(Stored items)
- Opening Delimiter -
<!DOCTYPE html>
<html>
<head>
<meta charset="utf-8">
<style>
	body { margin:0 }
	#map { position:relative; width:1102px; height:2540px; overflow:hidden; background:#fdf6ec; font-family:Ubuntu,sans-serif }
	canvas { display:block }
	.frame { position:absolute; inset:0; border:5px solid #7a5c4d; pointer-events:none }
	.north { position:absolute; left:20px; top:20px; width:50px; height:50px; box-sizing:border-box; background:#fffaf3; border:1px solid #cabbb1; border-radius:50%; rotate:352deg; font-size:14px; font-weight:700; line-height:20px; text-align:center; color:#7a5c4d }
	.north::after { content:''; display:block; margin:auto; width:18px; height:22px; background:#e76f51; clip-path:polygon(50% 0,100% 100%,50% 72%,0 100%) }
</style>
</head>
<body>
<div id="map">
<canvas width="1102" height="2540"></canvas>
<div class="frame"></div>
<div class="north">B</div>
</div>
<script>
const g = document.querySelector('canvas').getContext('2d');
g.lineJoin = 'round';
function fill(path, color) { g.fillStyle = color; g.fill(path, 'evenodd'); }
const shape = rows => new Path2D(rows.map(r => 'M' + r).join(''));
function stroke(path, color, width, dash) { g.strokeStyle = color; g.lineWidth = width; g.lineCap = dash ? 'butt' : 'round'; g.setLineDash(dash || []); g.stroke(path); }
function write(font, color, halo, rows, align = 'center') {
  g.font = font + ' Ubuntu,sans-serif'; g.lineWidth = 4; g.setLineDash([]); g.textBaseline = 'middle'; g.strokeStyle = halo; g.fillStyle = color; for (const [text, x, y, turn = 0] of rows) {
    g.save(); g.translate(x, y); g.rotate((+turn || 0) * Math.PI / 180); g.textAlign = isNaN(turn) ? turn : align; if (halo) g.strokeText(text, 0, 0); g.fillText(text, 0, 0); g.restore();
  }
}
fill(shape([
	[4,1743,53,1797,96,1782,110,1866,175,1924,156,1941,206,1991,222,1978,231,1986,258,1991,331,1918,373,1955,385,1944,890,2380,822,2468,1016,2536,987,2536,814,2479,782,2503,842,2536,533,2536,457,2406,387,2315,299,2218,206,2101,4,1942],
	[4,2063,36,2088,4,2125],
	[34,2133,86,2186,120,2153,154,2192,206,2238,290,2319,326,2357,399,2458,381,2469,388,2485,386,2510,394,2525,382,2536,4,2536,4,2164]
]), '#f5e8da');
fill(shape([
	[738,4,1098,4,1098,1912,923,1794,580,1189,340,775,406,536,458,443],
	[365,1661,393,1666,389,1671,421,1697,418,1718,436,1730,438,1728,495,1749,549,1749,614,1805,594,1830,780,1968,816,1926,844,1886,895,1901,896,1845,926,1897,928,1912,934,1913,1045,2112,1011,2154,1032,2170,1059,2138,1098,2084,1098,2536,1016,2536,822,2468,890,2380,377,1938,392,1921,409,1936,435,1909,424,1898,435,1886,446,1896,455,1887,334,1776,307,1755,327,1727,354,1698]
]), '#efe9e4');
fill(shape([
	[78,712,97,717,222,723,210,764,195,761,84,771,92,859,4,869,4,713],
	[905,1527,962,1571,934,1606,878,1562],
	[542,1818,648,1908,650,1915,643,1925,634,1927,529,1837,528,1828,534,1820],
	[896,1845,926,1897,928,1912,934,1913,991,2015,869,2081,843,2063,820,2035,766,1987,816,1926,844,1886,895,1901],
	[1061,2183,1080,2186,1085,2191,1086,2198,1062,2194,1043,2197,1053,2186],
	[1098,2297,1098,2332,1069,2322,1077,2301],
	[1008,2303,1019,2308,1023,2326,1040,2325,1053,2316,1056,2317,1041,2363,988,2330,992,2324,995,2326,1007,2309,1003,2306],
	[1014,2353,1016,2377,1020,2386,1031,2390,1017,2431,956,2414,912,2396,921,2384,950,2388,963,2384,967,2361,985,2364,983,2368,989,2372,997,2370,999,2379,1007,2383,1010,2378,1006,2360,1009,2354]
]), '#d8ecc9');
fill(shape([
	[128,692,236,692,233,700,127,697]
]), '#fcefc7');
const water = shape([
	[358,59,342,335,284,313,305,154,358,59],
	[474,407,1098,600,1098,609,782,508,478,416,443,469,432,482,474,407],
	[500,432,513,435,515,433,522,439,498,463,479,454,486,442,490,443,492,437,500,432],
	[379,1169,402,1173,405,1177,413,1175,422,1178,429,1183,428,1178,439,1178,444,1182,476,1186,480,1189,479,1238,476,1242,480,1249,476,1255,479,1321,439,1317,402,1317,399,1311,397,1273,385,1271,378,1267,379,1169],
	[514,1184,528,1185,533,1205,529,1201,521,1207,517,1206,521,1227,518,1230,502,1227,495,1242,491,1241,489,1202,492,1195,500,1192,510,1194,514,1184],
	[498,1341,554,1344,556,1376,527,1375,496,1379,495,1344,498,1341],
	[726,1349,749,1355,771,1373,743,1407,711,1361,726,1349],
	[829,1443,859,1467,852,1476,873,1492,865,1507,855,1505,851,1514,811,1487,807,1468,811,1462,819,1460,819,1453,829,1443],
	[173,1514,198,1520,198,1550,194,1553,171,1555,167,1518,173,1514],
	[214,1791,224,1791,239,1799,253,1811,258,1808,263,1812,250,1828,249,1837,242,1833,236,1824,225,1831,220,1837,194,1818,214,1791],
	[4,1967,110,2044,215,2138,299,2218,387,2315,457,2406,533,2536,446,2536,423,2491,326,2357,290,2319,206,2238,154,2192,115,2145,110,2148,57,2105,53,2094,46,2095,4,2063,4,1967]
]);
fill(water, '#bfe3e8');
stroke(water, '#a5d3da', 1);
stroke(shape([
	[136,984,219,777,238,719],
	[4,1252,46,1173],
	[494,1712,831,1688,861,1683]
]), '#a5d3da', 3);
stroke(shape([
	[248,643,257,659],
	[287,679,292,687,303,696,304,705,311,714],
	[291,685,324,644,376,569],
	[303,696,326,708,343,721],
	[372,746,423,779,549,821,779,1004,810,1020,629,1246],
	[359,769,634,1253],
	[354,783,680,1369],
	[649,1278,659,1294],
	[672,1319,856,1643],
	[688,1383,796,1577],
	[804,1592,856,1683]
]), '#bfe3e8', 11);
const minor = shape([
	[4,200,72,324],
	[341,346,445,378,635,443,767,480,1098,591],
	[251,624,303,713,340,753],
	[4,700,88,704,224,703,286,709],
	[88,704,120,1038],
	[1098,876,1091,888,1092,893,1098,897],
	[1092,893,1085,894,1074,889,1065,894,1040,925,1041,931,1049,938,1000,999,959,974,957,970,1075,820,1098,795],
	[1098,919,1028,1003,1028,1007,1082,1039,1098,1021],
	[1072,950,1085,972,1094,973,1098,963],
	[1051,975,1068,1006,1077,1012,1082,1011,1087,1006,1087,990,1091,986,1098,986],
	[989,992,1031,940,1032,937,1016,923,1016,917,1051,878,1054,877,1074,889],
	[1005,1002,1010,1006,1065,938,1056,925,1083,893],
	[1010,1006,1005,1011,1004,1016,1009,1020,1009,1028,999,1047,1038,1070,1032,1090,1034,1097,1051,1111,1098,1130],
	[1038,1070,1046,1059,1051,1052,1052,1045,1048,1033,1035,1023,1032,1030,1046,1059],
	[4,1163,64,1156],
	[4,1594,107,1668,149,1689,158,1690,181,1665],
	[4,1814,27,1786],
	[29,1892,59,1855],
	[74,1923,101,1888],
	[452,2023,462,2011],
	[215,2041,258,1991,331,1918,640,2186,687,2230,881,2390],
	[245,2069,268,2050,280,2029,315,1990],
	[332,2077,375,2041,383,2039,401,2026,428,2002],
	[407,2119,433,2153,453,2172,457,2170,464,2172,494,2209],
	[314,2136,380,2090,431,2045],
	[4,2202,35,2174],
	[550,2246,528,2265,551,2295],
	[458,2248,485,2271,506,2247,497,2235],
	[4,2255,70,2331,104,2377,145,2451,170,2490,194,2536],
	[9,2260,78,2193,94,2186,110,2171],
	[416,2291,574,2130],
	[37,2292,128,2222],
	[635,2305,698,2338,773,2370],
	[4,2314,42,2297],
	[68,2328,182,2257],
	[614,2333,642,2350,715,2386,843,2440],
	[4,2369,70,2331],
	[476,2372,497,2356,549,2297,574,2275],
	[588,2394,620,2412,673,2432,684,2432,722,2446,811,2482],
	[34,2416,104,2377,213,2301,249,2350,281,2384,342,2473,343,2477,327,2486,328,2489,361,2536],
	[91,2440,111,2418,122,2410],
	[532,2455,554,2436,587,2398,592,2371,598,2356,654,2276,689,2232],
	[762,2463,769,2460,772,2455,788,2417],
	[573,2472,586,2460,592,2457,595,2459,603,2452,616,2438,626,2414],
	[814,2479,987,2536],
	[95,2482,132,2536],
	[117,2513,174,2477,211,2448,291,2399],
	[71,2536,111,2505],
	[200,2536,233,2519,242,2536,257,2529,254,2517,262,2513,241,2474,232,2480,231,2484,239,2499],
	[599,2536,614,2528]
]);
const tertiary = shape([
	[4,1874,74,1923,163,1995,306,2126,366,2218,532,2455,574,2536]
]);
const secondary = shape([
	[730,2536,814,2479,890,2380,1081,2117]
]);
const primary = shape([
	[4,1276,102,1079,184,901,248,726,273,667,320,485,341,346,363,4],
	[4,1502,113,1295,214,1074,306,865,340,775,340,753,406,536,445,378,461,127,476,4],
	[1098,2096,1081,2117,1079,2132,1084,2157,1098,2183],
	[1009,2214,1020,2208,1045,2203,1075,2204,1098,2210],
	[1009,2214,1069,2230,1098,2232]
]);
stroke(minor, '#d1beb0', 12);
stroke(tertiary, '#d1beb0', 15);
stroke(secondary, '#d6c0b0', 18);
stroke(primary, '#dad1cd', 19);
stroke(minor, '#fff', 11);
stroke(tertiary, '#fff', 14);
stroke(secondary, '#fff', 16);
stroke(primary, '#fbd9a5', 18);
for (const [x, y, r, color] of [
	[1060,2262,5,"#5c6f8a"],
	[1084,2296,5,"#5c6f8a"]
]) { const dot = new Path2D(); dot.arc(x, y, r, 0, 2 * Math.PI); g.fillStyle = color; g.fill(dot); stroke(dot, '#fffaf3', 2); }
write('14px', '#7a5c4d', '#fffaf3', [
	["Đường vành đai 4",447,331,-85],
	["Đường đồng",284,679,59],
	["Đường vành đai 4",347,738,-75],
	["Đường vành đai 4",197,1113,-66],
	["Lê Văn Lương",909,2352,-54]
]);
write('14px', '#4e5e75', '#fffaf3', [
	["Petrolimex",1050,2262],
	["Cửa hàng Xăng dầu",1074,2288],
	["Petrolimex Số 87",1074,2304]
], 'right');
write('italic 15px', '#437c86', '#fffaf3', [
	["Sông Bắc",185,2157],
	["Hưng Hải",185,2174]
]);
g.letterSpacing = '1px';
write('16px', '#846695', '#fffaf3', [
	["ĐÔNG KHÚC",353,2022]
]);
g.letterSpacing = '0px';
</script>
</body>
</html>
- Closing Delimiter -
→ Task brief
Set down the lines of the records exactly, from the first one through the line containing "function write(font, color, halo, rows, align", and add nothing else.

→ Your solution
<!DOCTYPE html>
<html>
<head>
<meta charset="utf-8">
<style>
	body { margin:0 }
	#map { position:relative; width:1102px; height:2540px; overflow:hidden; background:#fdf6ec; font-family:Ubuntu,sans-serif }
	canvas { display:block }
	.frame { position:absolute; inset:0; border:5px solid #7a5c4d; pointer-events:none }
	.north { position:absolute; left:20px; top:20px; width:50px; height:50px; box-sizing:border-box; background:#fffaf3; border:1px solid #cabbb1; border-radius:50%; rotate:352deg; font-size:14px; font-weight:700; line-height:20px; text-align:center; color:#7a5c4d }
	.north::after { content:''; display:block; margin:auto; width:18px; height:22px; background:#e76f51; clip-path:polygon(50% 0,100% 100%,50% 72%,0 100%) }
</style>
</head>
<body>
<div id="map">
<canvas width="1102" height="2540"></canvas>
<div class="frame"></div>
<div class="north">B</div>
</div>
<script>
const g = document.querySelector('canvas').getContext('2d');
g.lineJoin = 'round';
function fill(path, color) { g.fillStyle = color; g.fill(path, 'evenodd'); }
const shape = rows => new Path2D(rows.map(r => 'M' + r).join(''));
function stroke(path, color, width, dash) { g.strokeStyle = color; g.lineWidth = width; g.lineCap = dash ? 'butt' : 'round'; g.setLineDash(dash || []); g.stroke(path); }
function write(font, color, halo, rows, align = 'center') {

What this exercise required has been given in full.